22/11/2016 06:33 GMT | Updated 23/11/2017 05:12 GMT

Is Prevent Really Just Safeguarding?

It appears since Prevent became a statutory duty on those working in the health sector since July 2015 the NHS referred 420 patients and staff to police in England and Wales in a year over concerns they were at risk of radicalisation, which equates to an average of 35 referrals a month.

But as a doctor I have questions.

I have spent years ensuring my consulting room is a safe space for patients to talk confidentially about their problems with the reassurance given that confidentiality will only be broken as per GMC guidance but can I still give that assurance when with Prevent the threshold for breaking confidentiality seems lower?

It's frustrating as a doctor to think my patients may not fully disclose information to me because I am expected to make complex nuanced judgments as to whether patients buy into British values, and my ability to question freely is now hindered because of a fear of 'mistrust' by the patient. This lack of information offered by the patient may also mean they aren't accessing the treatment that may be right for them.

For me as a doctor safeguarding has always prioritised the welfare of the patient at issue whereas with Prevent the priority doesn't appear to be the patient, but is about protecting the state from violent and non -violent extremism, this precedence is especially worrying where the patient concerned is a child.

Nine out of ten referrals to Prevent from the NHS are found to have no risk of radicalisation after assessment. Surely there is something significantly wrong with the program for such a large proportion of referrals to be deemed as needing no further action compared to an average of 37% within safeguarding? What happens to these patients when they have been through the stigmatisation of a prevent referral? How long is data stored on these individuals and where? There appears to be no support, monitoring or follow up for these patients, many of whom are referred without their knowledge or consent. Surely the lasting trauma these patients experience, especially children, goes against safeguarding's primary consideration of serving the best interests of the child?

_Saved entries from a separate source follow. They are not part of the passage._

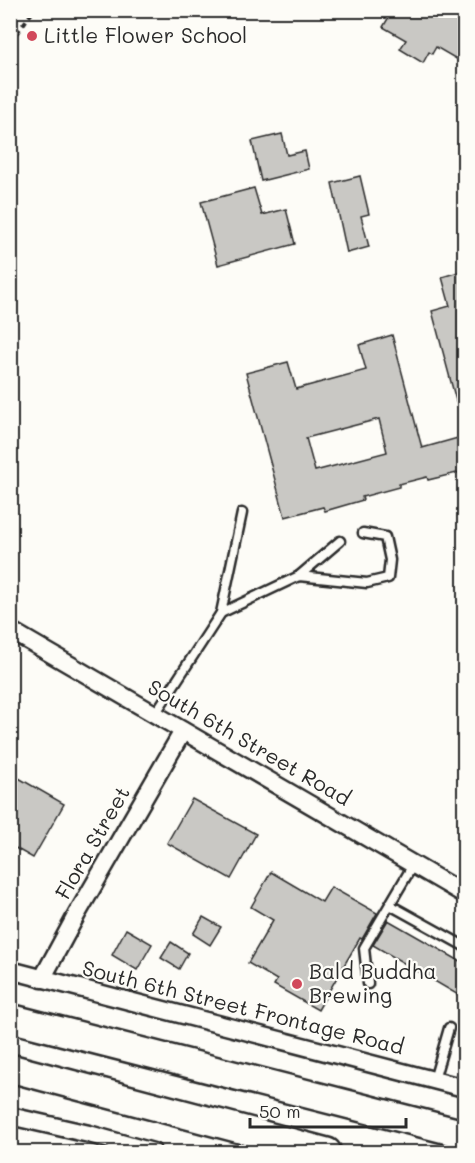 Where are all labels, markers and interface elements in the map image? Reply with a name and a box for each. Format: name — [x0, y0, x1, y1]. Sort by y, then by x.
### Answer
place label: Little Flower School — [44, 21, 247, 48]
marker: Little Flower School — [25, 29, 39, 43]
street label: South 6th Street Road — [143, 673, 356, 811]
street label: Flora Street — [48, 781, 135, 904]
street label: South 6th Street Frontage Road — [80, 953, 407, 1060]
place label: Bald Buddha Brewing — [309, 957, 437, 1008]
marker: Bald Buddha Brewing — [290, 977, 304, 991]
scale bar — [250, 1091, 406, 1129]
text: 50 m — [259, 1099, 301, 1123] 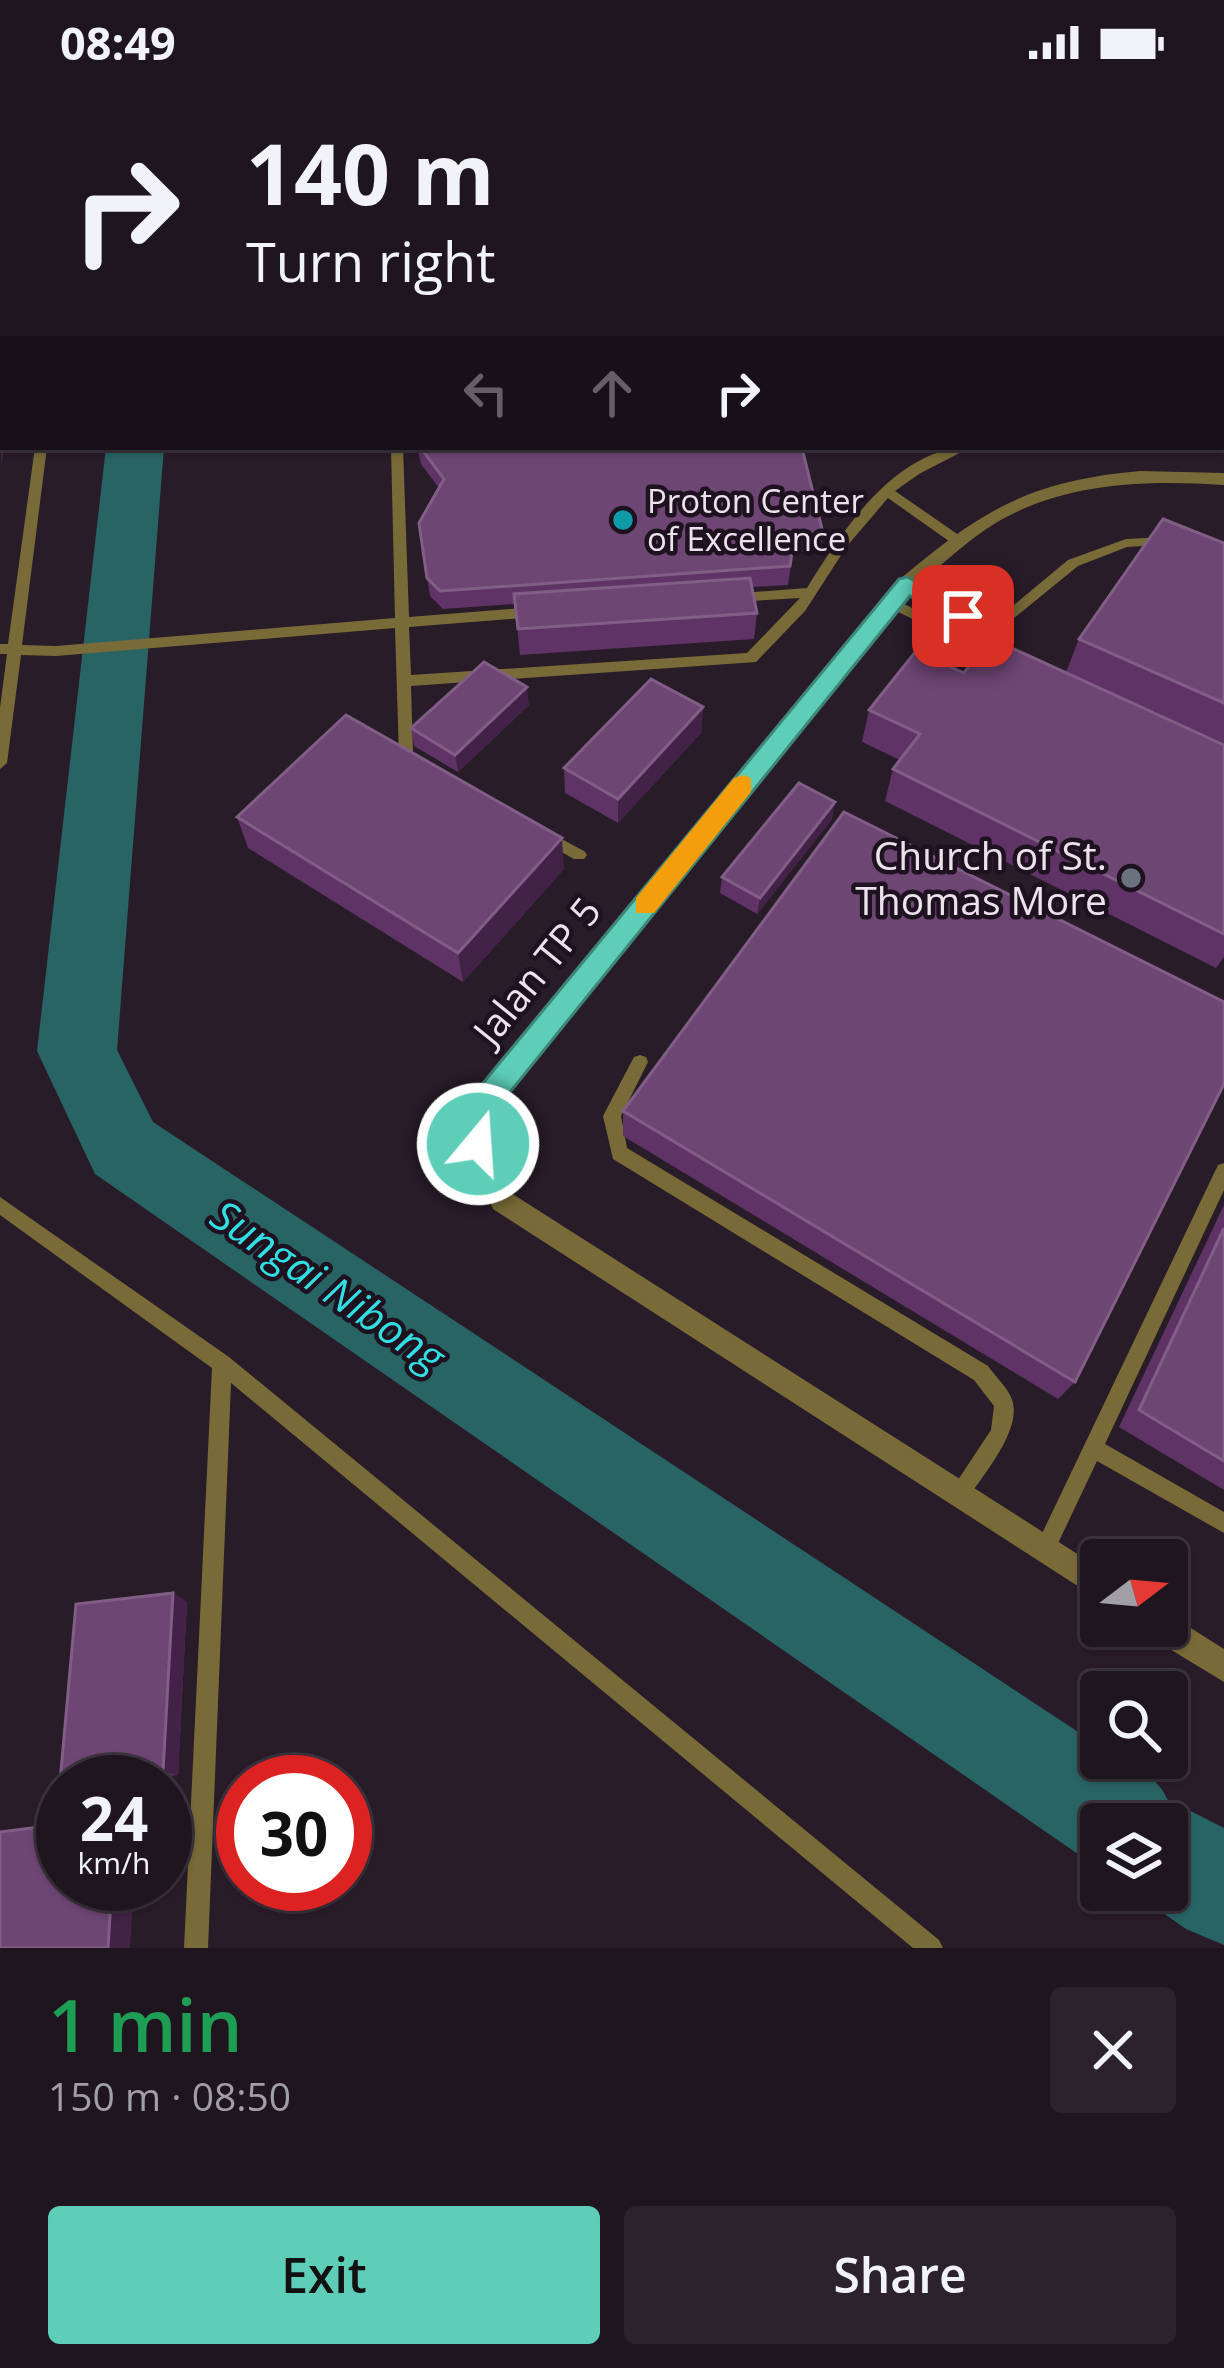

I clearly understand the definition of safeguarding when it comes to child neglect, physical abuse and sexual abuse. In relation to extremism, however, there appears to be no shared consensus or definition as to what children should be safeguarded from but despite this Prevent is part of mandatory safeguarding training within which I am given 2 hours training to spot those vulnerable of radicalisation based on vague criteria when there are police officers who struggle after years to do the same.

Throughout my career I'm taught to practice evidence based medicine and question and reflect on my work. Where is the evidence that states there is a link between non-violent extremism and terrorist acts? Why is evidence which was based on flawed science, trialled on approximately 20 convicted offenders and used to create the screening ERG 22+ tool being applied to the whole population including my patients?

As referrals continue to rise to Prevent how are my colleagues personal biases not impacting on their judgement to refer? Is the threshold to refer lower regardless of the impact of an incorrect referral as doctor are afraid they may be held to account, now that the duty is statutory, if one of their patients commits an act of terrorism? What are the implications of Prevent on doctors who become more religious or hold political views?

All other areas of safeguarding are subject to clinical governance and audit to ensure best practice is occurring. This does not appear to be happening with Prevent. Is this because the duty is being driven down on authorities by security officials rather than practitioners ? Access to data on Prevent referrals is limited and there is no transparency compared to safeguarding. This is not best clinical practice.

Safeguarding already existed and identified vulnerable individuals so why did we need prevent?

These concerns apply to both my Muslim and non - Muslim patients. It isn't just an issue of training. There appear to be flaws inherent in prevent itself not only with respect to welfare of the patient but also to countering terrorism. An increase in far right referrals does not justify or alleviate the concerns.

I have a duty of care to all my patients and their care, dignity and safety is my first concern. I also do not wish to be blown up whilst out shopping at Trafford Centre. This is why I voice my fears about Prevent and this is why I will always refer my patients to safeguarding as I always have done if I have any concerns.